>>
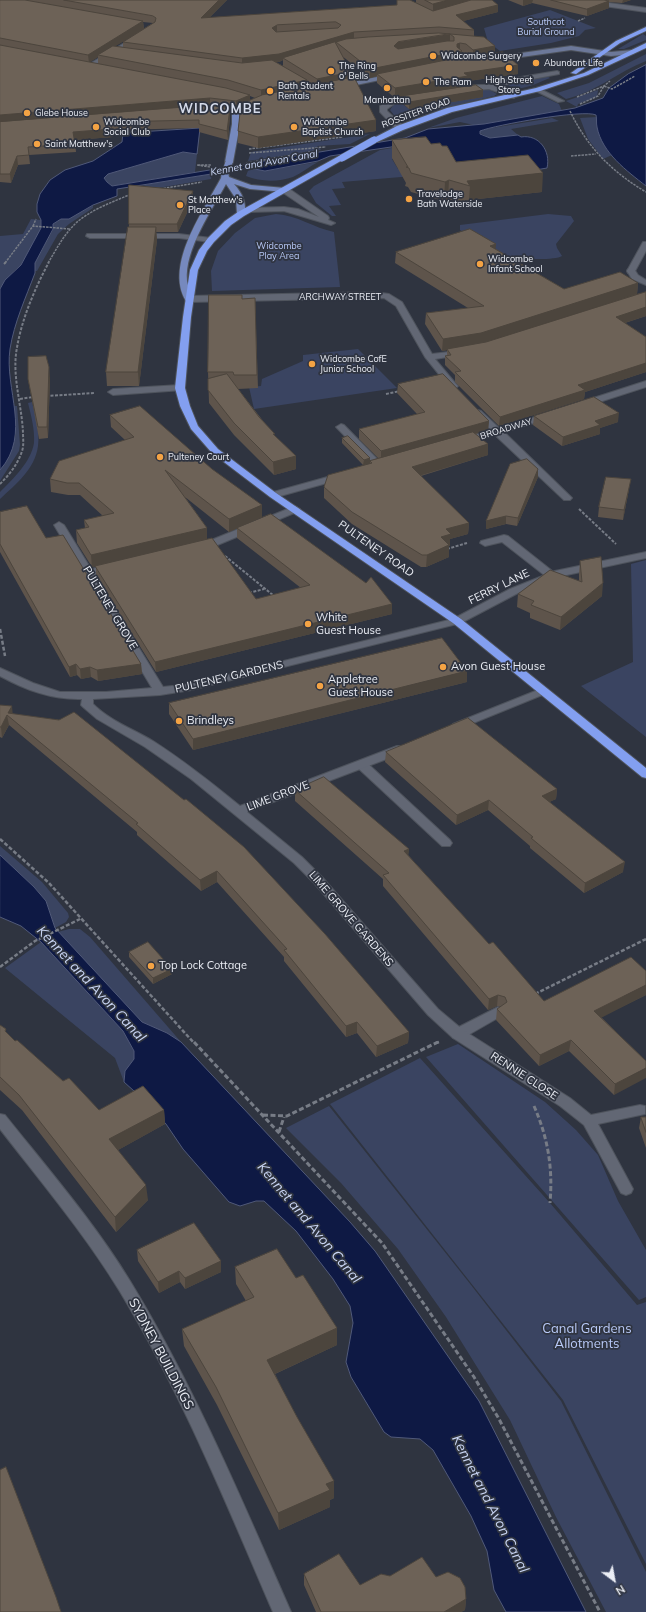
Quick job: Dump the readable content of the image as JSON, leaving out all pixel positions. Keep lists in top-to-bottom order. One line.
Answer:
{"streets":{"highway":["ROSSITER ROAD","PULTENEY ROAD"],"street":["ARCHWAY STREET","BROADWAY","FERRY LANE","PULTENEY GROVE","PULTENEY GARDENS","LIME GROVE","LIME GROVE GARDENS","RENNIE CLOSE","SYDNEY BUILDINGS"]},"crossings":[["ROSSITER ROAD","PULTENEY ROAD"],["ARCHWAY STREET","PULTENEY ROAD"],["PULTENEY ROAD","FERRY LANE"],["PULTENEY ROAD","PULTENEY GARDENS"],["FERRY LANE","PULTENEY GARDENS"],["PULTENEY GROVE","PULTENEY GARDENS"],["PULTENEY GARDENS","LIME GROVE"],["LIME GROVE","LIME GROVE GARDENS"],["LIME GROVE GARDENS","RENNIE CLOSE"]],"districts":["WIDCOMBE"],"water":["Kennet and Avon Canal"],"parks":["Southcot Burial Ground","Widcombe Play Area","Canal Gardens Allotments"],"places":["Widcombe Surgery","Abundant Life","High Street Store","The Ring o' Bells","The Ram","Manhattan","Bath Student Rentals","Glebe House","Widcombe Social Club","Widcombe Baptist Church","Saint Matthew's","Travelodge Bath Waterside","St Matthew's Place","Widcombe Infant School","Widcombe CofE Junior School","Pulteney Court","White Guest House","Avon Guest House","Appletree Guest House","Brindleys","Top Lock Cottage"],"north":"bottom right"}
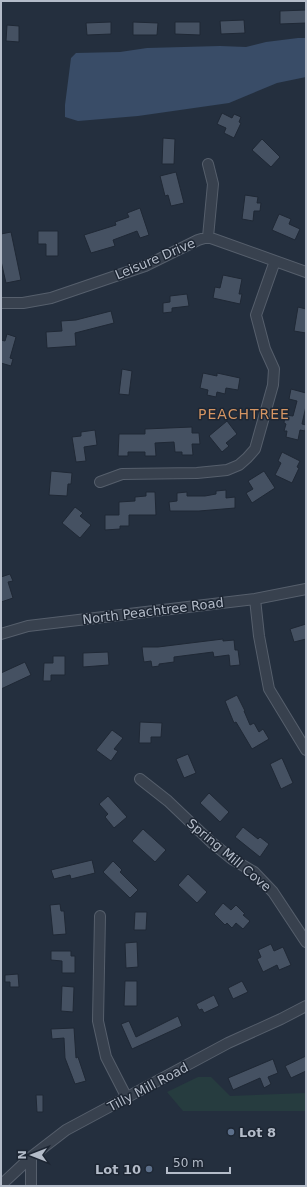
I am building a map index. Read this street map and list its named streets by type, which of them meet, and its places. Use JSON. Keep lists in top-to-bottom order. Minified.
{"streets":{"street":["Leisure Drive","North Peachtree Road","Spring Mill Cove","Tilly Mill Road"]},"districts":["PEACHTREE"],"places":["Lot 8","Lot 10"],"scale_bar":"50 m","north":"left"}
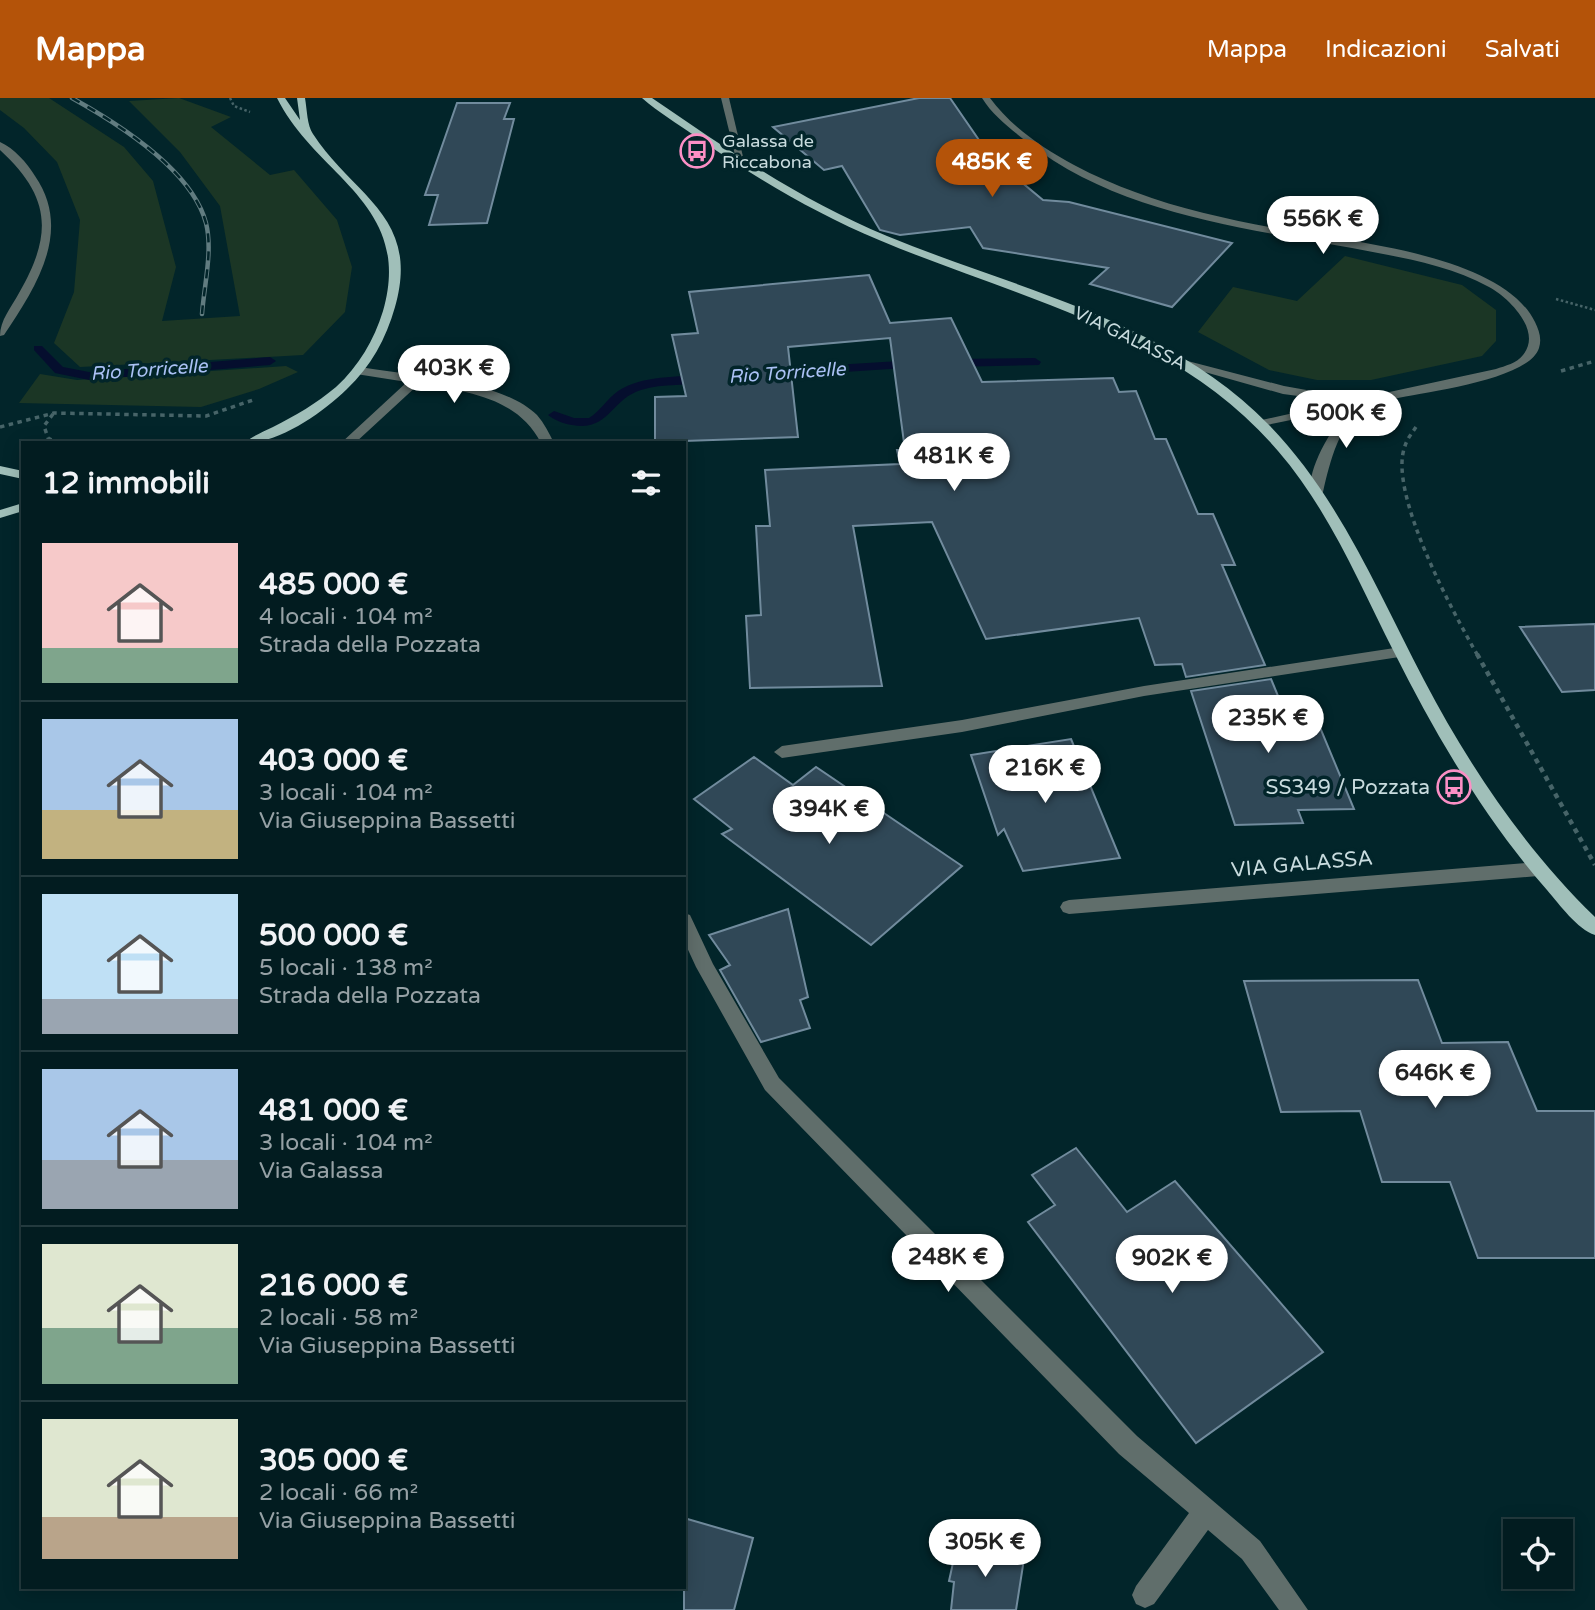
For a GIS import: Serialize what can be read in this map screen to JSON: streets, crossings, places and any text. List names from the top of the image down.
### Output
<<
>>
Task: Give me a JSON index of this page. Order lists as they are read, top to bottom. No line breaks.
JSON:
<<
** Task description **
Copy out every line from the records that has the word "image".

** Exercise response **
Quick job: Dump the readable content of the image as JSON, leaving out all pixel positions. Keep lists in top-to-bottom order. One line.
For a GIS import: Serialize what can be read in this map screen to JSON: streets, crossings, places and any text. List names from the top of the image down.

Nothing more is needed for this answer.